EE482C (EE482S) Advanced Computer Organization:
Stream Processor Architecture - Spring 2001/2002

Arithmetic is very inexpensive on a modern VLSI chip, making bandwidth the factor limiting system performance. In 0.13um CMOS, for example, a 64-bit floating-point arithmetic unit takes less than 1mm2 of chip area and consumes less than 10fJ of energy per operation. It is possible to put hundreds of such arithmetic units on a single chip and to operate them at 1GHz with a total power of less than a few Watts. The challenge is to supply these hundreds of arithmetic units with the TeraBytes/s of instruction and data bandwidth they require.

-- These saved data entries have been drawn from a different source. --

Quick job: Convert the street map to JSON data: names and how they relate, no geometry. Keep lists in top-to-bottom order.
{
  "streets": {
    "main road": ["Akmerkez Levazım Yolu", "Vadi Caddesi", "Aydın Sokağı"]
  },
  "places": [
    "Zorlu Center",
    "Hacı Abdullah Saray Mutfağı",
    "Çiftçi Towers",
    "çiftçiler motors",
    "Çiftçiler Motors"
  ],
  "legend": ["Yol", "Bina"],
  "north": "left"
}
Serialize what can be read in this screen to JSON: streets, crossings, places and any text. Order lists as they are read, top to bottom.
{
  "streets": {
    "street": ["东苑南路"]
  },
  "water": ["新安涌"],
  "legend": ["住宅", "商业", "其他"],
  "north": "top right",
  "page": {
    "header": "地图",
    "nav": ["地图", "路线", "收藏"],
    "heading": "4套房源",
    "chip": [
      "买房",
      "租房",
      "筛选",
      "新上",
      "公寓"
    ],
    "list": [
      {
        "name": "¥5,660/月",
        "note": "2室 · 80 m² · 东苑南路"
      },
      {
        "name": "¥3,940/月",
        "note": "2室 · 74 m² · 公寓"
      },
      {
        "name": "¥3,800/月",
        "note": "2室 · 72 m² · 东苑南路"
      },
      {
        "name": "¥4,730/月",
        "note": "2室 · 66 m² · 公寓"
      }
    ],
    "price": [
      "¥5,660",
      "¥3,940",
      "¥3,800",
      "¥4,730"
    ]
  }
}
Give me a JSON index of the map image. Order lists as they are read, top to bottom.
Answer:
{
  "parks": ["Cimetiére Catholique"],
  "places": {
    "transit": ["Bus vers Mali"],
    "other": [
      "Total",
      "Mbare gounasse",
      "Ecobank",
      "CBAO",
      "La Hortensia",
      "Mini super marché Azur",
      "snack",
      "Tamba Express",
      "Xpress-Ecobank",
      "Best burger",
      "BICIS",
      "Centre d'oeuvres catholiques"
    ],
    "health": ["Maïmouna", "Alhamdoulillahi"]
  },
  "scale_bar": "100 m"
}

Stream processing has recently emerged as a method for optimizing the arithmetic to bandwidth ratio of a computation. Casting an application as a stream program, that is, as streams of data passing through computation kernels, exposes the parallelism and locality in the program. A stream architecture exploits the parallelism of the stream program using hundreds of arithmetic units and exploits the locality of the stream program using a bandwidth hierarchy. The bandwidth hierarchy significantly reduces demand for memory bandwidth and power consumption which in modern processors is mostly due to data movement. During Spring Quarter 2001/2002, EE482A (EE482S) will examine the architecture and programming of stream processors. The topics to be covered are listed in the schedule.